* WHAT NEEDS TO BE DONE *
The lines to find are those in the entries that hold the word "turn"; copy every one of them.

============================================================

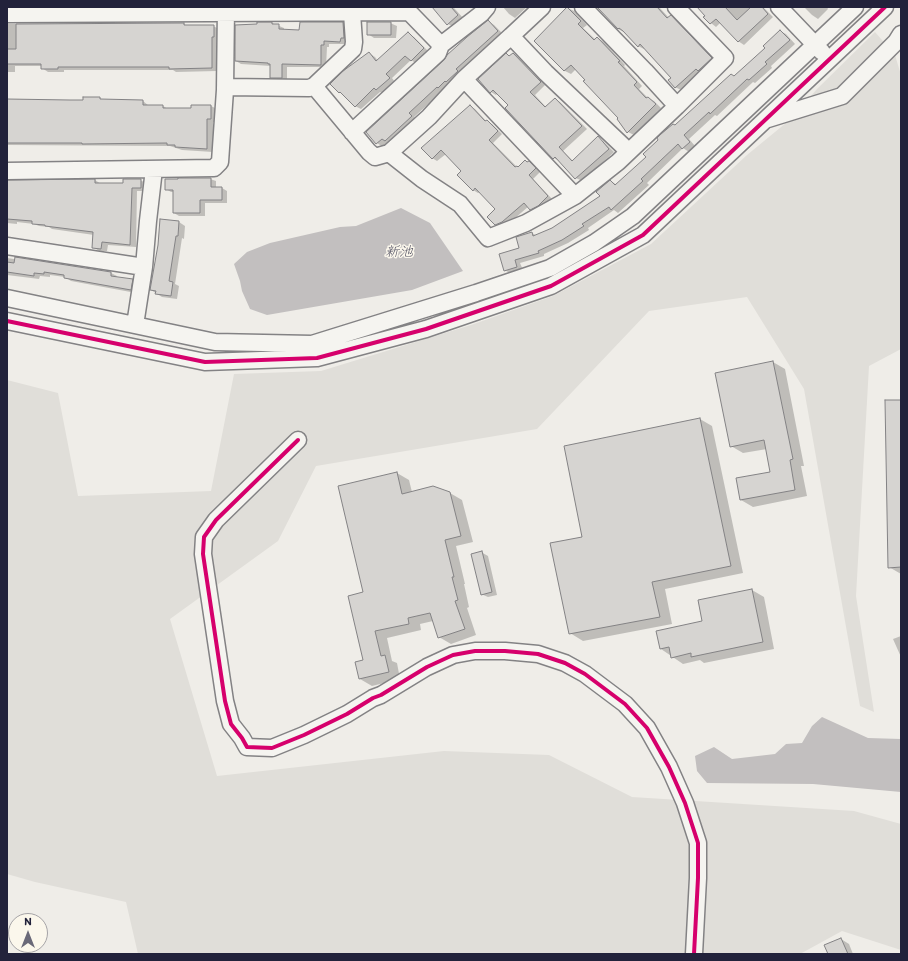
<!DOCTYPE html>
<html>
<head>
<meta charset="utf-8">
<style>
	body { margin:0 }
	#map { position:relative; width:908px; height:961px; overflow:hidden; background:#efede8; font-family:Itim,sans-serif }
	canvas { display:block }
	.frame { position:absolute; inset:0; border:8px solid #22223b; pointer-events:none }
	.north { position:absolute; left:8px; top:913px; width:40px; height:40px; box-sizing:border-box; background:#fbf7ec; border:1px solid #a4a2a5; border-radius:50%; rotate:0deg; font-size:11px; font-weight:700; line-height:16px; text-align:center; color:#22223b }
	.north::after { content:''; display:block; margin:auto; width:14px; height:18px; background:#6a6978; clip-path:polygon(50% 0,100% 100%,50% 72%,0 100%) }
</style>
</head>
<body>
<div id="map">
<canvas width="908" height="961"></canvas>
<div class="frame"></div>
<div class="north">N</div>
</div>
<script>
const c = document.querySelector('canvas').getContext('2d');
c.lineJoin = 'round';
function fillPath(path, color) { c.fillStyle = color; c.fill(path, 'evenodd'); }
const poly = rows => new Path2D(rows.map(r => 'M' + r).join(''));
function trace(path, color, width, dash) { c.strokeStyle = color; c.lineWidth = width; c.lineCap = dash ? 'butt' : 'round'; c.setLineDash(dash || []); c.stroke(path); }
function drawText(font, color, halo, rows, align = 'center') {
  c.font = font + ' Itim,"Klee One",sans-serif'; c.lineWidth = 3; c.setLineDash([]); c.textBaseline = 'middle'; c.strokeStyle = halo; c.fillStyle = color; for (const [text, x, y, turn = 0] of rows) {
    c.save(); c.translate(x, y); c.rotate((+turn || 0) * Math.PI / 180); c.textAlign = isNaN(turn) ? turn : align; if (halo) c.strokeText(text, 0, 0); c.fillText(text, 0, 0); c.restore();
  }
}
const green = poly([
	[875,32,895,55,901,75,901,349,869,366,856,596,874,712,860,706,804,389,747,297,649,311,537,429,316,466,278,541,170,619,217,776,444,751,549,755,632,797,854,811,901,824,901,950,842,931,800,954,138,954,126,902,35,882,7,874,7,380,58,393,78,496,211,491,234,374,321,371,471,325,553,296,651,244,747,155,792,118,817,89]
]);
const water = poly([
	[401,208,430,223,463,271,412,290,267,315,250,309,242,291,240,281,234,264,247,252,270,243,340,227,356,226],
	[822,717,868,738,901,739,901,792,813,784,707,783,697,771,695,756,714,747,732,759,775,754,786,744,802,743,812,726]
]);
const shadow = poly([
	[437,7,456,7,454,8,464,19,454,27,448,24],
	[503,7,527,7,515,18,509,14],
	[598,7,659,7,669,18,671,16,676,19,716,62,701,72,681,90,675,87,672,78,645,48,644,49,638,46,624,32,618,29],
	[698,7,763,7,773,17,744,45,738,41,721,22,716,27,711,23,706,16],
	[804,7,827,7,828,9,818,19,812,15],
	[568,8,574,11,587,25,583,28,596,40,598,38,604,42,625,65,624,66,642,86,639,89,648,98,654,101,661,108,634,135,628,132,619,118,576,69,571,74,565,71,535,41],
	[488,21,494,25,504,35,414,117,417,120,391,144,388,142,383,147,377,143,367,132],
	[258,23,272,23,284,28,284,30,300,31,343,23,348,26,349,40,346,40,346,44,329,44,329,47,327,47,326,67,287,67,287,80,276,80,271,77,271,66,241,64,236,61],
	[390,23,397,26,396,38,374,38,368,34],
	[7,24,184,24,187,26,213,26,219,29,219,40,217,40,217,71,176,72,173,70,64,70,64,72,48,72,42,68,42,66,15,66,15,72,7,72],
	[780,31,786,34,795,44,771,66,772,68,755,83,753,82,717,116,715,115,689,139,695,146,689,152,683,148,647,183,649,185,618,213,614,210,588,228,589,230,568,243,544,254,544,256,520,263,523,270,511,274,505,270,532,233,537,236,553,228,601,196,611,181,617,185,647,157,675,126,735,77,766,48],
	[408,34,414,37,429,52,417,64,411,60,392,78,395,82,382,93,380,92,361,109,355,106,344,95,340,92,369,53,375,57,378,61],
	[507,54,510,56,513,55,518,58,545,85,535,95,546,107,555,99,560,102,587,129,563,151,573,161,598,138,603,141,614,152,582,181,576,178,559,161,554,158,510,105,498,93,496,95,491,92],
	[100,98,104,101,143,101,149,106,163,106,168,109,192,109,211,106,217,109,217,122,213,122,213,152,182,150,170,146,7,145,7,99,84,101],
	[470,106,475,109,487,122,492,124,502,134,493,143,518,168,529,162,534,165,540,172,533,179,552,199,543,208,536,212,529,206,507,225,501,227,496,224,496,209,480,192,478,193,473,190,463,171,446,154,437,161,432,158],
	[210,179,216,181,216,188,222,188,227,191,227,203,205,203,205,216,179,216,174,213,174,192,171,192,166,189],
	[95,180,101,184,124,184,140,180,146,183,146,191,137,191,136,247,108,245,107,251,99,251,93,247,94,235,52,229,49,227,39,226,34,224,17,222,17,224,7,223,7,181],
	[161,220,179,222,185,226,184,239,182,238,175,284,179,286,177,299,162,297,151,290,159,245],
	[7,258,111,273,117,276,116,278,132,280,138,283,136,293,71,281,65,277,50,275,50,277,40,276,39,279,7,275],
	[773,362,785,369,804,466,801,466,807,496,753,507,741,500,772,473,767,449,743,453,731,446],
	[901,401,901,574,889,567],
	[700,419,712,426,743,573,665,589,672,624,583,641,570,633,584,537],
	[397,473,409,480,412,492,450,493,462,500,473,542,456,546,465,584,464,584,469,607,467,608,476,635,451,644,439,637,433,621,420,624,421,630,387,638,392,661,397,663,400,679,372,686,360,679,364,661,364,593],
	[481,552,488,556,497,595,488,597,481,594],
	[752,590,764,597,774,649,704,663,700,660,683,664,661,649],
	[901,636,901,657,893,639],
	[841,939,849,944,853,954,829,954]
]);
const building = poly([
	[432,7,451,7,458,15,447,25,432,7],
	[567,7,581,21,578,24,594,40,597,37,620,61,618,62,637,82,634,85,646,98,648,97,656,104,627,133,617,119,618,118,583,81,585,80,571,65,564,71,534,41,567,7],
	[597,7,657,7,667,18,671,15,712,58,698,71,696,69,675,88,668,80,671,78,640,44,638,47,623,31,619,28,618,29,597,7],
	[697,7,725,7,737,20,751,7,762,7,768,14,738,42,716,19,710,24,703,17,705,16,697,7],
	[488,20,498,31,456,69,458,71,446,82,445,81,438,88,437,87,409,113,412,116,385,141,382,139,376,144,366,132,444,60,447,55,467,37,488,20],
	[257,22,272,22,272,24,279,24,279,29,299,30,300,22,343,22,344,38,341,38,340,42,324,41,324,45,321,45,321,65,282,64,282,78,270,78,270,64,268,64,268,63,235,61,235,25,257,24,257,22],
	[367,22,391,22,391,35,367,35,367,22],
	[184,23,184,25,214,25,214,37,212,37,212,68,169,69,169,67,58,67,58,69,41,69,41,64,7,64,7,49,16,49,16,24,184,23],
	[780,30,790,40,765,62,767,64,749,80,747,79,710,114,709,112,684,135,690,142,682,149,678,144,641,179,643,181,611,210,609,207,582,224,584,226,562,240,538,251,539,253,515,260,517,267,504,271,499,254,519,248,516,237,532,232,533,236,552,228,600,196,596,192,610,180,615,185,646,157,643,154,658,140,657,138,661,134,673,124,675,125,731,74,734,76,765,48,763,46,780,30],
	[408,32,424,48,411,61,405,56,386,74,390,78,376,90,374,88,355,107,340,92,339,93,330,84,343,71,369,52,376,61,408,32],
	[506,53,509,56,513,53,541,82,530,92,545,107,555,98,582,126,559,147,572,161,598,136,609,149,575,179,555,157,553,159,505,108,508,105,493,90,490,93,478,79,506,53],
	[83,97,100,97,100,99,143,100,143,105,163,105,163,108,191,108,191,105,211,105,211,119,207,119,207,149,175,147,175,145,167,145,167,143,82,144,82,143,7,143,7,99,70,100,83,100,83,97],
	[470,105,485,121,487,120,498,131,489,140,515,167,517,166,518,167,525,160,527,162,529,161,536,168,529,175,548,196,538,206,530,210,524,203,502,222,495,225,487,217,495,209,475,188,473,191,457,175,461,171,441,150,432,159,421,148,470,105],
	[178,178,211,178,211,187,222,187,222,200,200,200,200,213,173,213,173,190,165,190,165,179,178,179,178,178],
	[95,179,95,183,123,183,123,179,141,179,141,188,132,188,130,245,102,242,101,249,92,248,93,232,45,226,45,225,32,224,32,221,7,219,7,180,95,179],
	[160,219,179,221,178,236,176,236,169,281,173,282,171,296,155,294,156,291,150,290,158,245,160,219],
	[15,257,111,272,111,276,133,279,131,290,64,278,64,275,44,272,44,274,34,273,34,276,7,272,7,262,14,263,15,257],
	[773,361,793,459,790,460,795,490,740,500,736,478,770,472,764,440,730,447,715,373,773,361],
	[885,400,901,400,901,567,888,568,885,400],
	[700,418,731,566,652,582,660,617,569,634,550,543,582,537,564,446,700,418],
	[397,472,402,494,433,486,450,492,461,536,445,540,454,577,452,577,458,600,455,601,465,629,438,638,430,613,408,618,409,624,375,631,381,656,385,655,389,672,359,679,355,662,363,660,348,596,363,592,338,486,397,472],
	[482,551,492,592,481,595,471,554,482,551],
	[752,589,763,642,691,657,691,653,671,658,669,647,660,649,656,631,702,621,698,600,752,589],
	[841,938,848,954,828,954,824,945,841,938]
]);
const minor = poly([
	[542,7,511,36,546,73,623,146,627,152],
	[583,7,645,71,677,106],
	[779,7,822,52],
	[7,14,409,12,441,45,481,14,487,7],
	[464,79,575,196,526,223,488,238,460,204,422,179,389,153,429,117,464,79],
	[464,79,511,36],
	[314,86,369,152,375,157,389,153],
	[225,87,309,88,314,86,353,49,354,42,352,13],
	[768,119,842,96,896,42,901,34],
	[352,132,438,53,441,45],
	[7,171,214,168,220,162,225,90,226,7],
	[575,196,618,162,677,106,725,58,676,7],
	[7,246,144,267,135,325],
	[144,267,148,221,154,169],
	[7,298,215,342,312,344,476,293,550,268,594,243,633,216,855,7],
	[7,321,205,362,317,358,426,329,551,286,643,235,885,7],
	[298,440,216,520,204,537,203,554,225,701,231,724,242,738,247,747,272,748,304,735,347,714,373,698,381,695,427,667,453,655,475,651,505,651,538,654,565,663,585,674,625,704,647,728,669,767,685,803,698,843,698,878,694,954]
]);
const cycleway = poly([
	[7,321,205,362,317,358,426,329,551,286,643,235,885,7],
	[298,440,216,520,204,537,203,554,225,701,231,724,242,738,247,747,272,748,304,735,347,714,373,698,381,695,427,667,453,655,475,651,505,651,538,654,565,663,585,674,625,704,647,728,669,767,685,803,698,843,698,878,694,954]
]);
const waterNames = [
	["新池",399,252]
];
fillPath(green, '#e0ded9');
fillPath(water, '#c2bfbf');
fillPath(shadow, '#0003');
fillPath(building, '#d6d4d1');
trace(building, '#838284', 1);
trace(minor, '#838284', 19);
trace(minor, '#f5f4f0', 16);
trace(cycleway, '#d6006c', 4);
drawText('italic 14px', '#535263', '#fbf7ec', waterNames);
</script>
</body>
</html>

============================================================

* PROBLEM SOLUTION *
  c.font = font + ' Itim,"Klee One",sans-serif'; c.lineWidth = 3; c.setLineDash([]); c.textBaseline = 'middle'; c.strokeStyle = halo; c.fillStyle = color; for (const [text, x, y, turn = 0] of rows) {
    c.save(); c.translate(x, y); c.rotate((+turn || 0) * Math.PI / 180); c.textAlign = isNaN(turn) ? turn : align; if (halo) c.strokeText(text, 0, 0); c.fillText(text, 0, 0); c.restore();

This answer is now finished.